A corollary can be made between Joyce’s writing technique in
Ulysses and the use of language in this Twitter-based digital ecosystem. Joyce’s stream-of-consciousness technique mimicked the various ways in which the human mind ‘speaks’ to itself, through complex fluid patterns, random interruptions, incomplete thoughts, half words, and tangents (Norris and Flint, 2000, 126). Tweets, limited to a certain number of characters, reflect Joyce’s technique by conveying both focused and random thoughts, and illuminate Graham and Zook’s (2013, 78) contention that the ‘digital dimensions of places are fractured along a number of axes such as location, language, and social networks with correspondingly splintered representations customized to individuals’ unique sets of abilities and backgrounds’. The DHGIS model illuminates how literary and historical tropes can aid in contextualizing and mapping social media activity through the creation of interpretive schemas to study interactions between language, behaviour, time, and place.
DHGIS Implications
Re-conceptualizing J. B. Harley’s observation that ‘text’ is a better metaphor for maps than the mirror of nature through the lens of the digital humanities, it can be seen that HGIS-generated ‘maps are a cultural text. By accepting their textuality we are able to embrace a number of different interpretative possibilities’ (1989, 4). The DHGIS model enabled digital inter-textual relationships between
Ulysses, the Linati schema, and the dialogical and social space reflected in the Bloomsday social media eco-system. Subsequently, digital humanities methodologies of
deformance and
ergodicity were applied as interpretative techniques. By translating one ontological form of discourse to another,
deformance applies
scientia to
poeisis and seeks to explain unitary and unique phenomena (such as the language activity in the Bloomsday social media ecosystem) rather than establish a set of general rules or laws (McGann and Samuels, 1999).
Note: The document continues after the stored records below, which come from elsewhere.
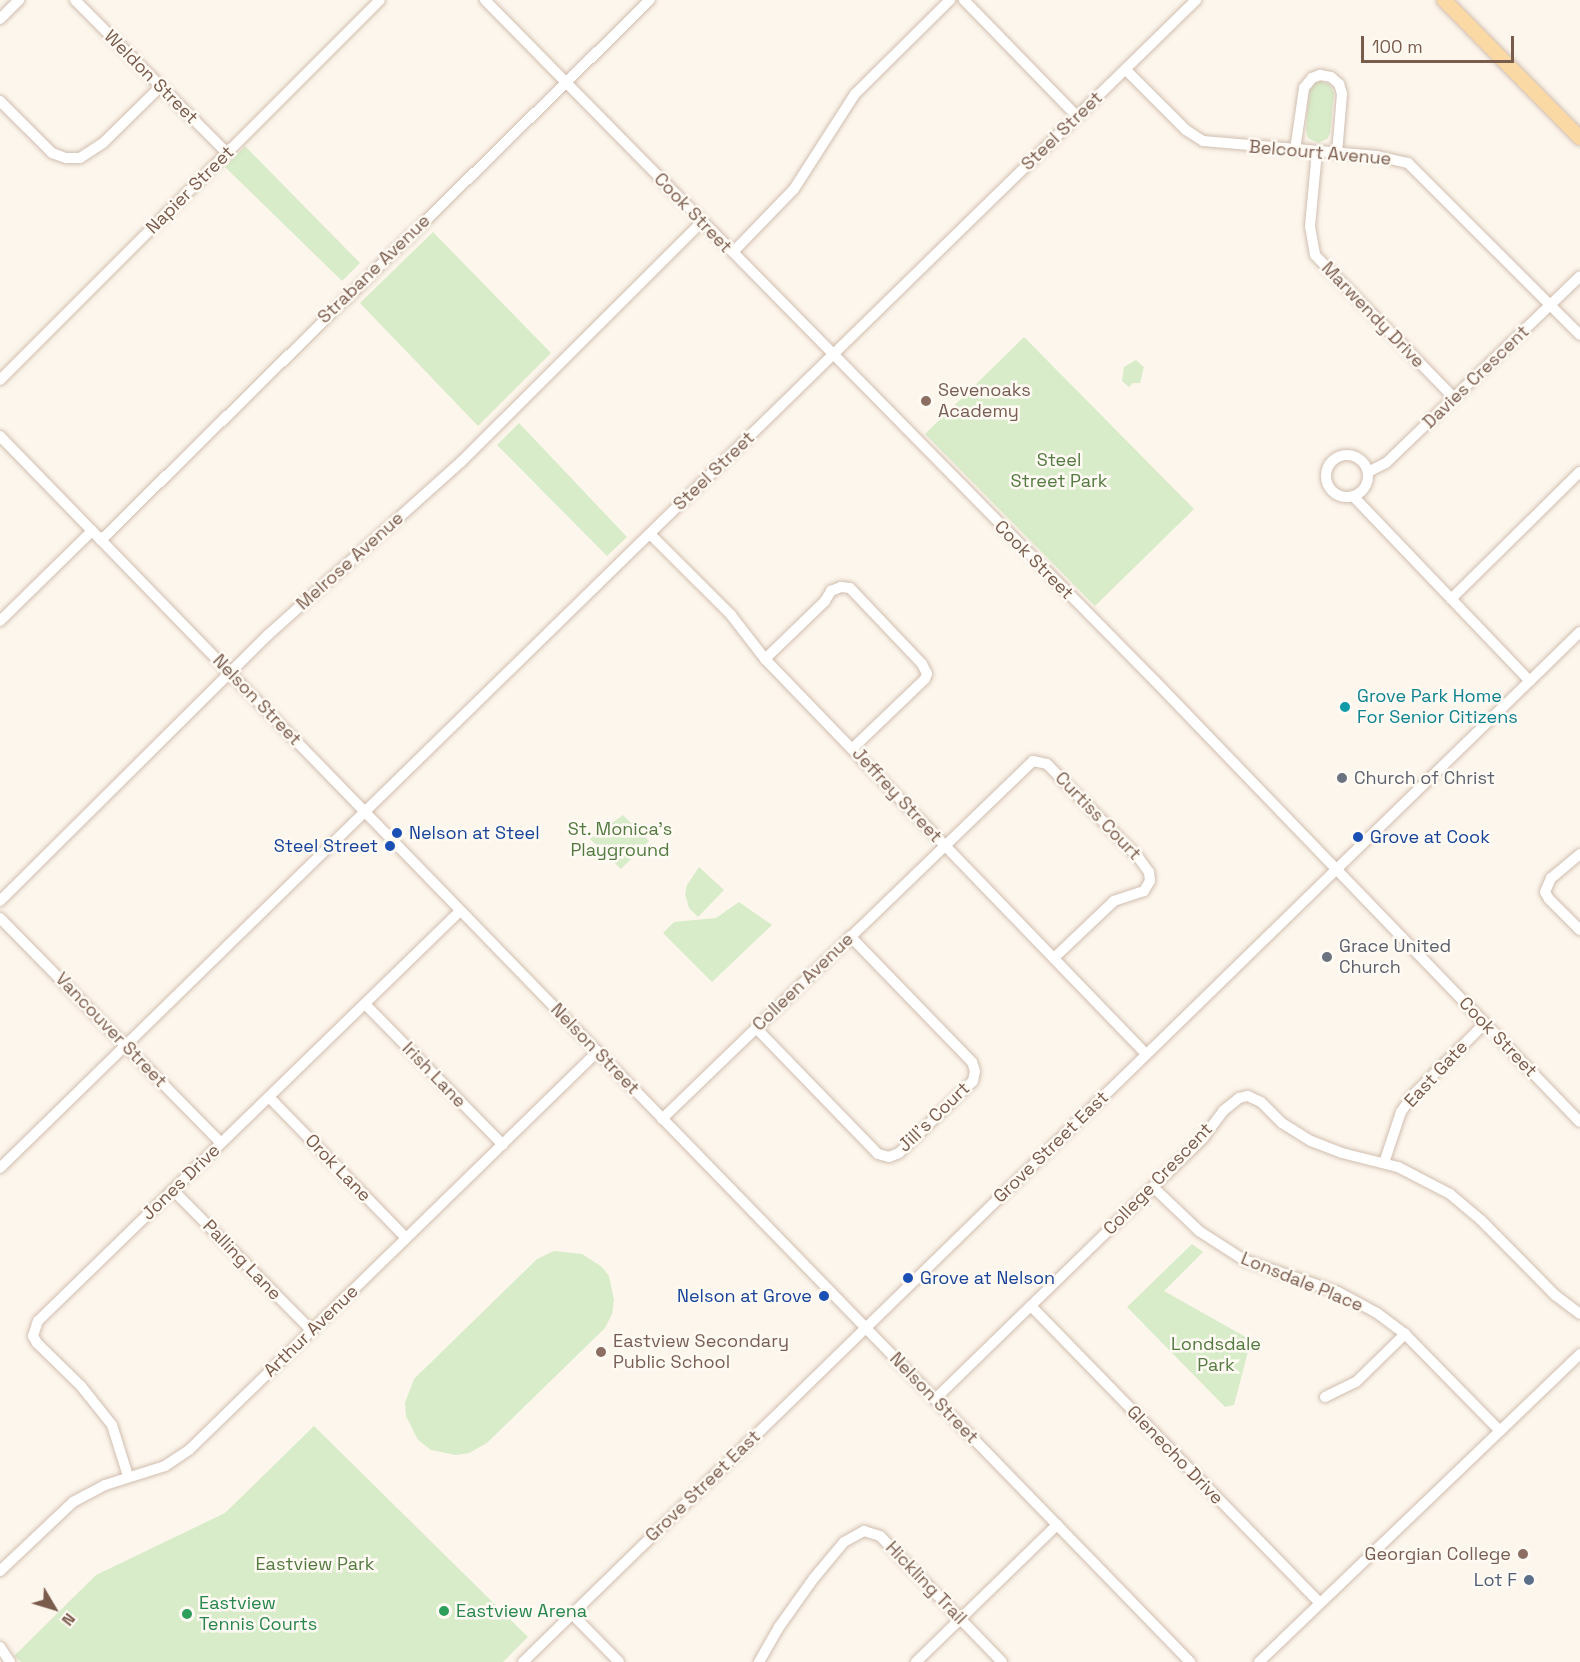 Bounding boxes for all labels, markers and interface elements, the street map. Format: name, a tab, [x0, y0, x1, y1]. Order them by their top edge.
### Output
scale bar	[1364, 24, 1517, 62]
street label: Weldon Street	[100, 26, 202, 128]
text: 100 m	[1372, 35, 1423, 58]
street label: Steel Street	[1017, 87, 1107, 175]
street label: Belcourt Avenue	[1248, 136, 1392, 170]
street label: Napier Street	[142, 142, 238, 238]
street label: Cook Street	[649, 168, 737, 258]
street label: Strabane Avenue	[313, 210, 435, 328]
street label: Marwendy Drive	[1317, 258, 1429, 372]
street label: Davies Crescent	[1418, 321, 1534, 433]
place label: Sevenoaks Academy	[938, 380, 1031, 422]
marker: Sevenoaks Academy	[919, 394, 933, 408]
street label: Steel Street	[669, 427, 759, 515]
park label: Steel Street Park	[1010, 450, 1108, 492]
street label: Melrose Avenue	[292, 507, 408, 615]
street label: Cook Street	[990, 516, 1078, 604]
street label: Nelson Street	[208, 650, 306, 750]
place label: Grove Park Home For Senior Citizens	[1357, 686, 1518, 728]
marker: Grove Park Home For Senior Citizens	[1338, 700, 1352, 714]
street label: Jeffrey Street	[847, 743, 947, 847]
street label: Curtiss Court	[1050, 767, 1146, 865]
place label: Church of Christ	[1354, 767, 1495, 789]
marker: Church of Christ	[1335, 771, 1349, 785]
park label: St. Monica's Playground	[567, 819, 673, 862]
place label: Nelson at Steel	[409, 822, 540, 844]
marker: Nelson at Steel	[390, 826, 404, 840]
place label: Grove at Cook	[1370, 826, 1490, 848]
marker: Grove at Cook	[1351, 830, 1365, 844]
place label: Steel Street	[274, 835, 378, 857]
marker: Steel Street	[383, 839, 397, 853]
street label: Colleen Avenue	[748, 928, 858, 1036]
place label: Grace United Church	[1339, 936, 1451, 978]
marker: Grace United Church	[1320, 950, 1334, 964]
street label: Vancouver Street	[51, 968, 171, 1092]
street label: Cook Street	[1454, 992, 1542, 1082]
street label: Nelson Street	[546, 999, 644, 1099]
street label: East Gate	[1400, 1036, 1472, 1112]
street label: Irish Lane	[398, 1038, 470, 1112]
street label: Jill's Court	[894, 1078, 974, 1156]
street label: Grove Street East	[989, 1087, 1113, 1207]
street label: College Crescent	[1099, 1118, 1217, 1240]
street label: Orok Lane	[300, 1130, 376, 1206]
street label: Jones Drive	[137, 1139, 225, 1225]
street label: Palling Lane	[198, 1215, 286, 1305]
street label: Lonsdale Place	[1238, 1248, 1366, 1316]
place label: Grove at Nelson	[920, 1267, 1055, 1289]
marker: Grove at Nelson	[901, 1271, 915, 1285]
street label: Arthur Avenue	[259, 1280, 363, 1382]
place label: Nelson at Grove	[677, 1285, 812, 1307]
marker: Nelson at Grove	[817, 1289, 831, 1303]
place label: Eastview Secondary Public School	[613, 1331, 789, 1374]
park label: Londsdale Park	[1171, 1334, 1261, 1376]
marker: Eastview Secondary Public School	[594, 1345, 608, 1359]
street label: Nelson Street	[885, 1348, 983, 1448]
street label: Glenecho Drive	[1122, 1401, 1228, 1509]
street label: Grove Street East	[641, 1426, 765, 1546]
street label: Hickling Trail	[881, 1537, 971, 1629]
place label: Georgian College	[1365, 1543, 1511, 1565]
marker: Georgian College	[1516, 1547, 1530, 1561]
park label: Eastview Park	[255, 1553, 375, 1575]
place label: Lot F	[1474, 1569, 1517, 1591]
marker: Lot F	[1522, 1573, 1536, 1587]
north arrow	[24, 1578, 84, 1638]
place label: Eastview Tennis Courts	[199, 1593, 317, 1636]
place label: Eastview Arena	[456, 1600, 587, 1622]
marker: Eastview Arena	[437, 1604, 451, 1618]
marker: Eastview Tennis Courts	[180, 1607, 194, 1621]
text: N	[57, 1609, 80, 1630]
Ergodicity involves an interactive type of labor between the GIS practitioner/author/coder, reader/viewer, and mapping subject to create the potential multiple narrative paths composing a digital text.
Ergodic applications of GIS create non-linear narratives that converge and disrupt both quotidian and epochal chronologies of time and space. As a literary tool, this DHGIS model synchronizes the resulting layers of images, words, and vectors into contrapuntal, multi-dimensional digital narratives, providing the means to ‘reconnect the representational spaces of literary texts not only to material spaces they depict, but also reverse the moment’ (Staley, 2007; Thacker, 2005, 63). Lastly, DHGIS, digital, spatial, and heohumanities modelling techniques, integrated with radical statistics holds the potential to engage Qualitative & Critical GIS / GIScience studies with reflexive epistemologies to address the situatedness and positionality of Big Data as it relates to sustainability initiatives, smart city planning, transport and public health, disaster preparedness, and social and regional conflict (Cope and Elwood, 2009; Aitken and Craine, 2009; Bodenhamer et al., 2010; Dear et al., 2011; Meir, 2011; Elwood et al., 2012; Kwan and Schwanen, 2012; Leventala, 2012; Kitchin, 2014; Travis, 2014).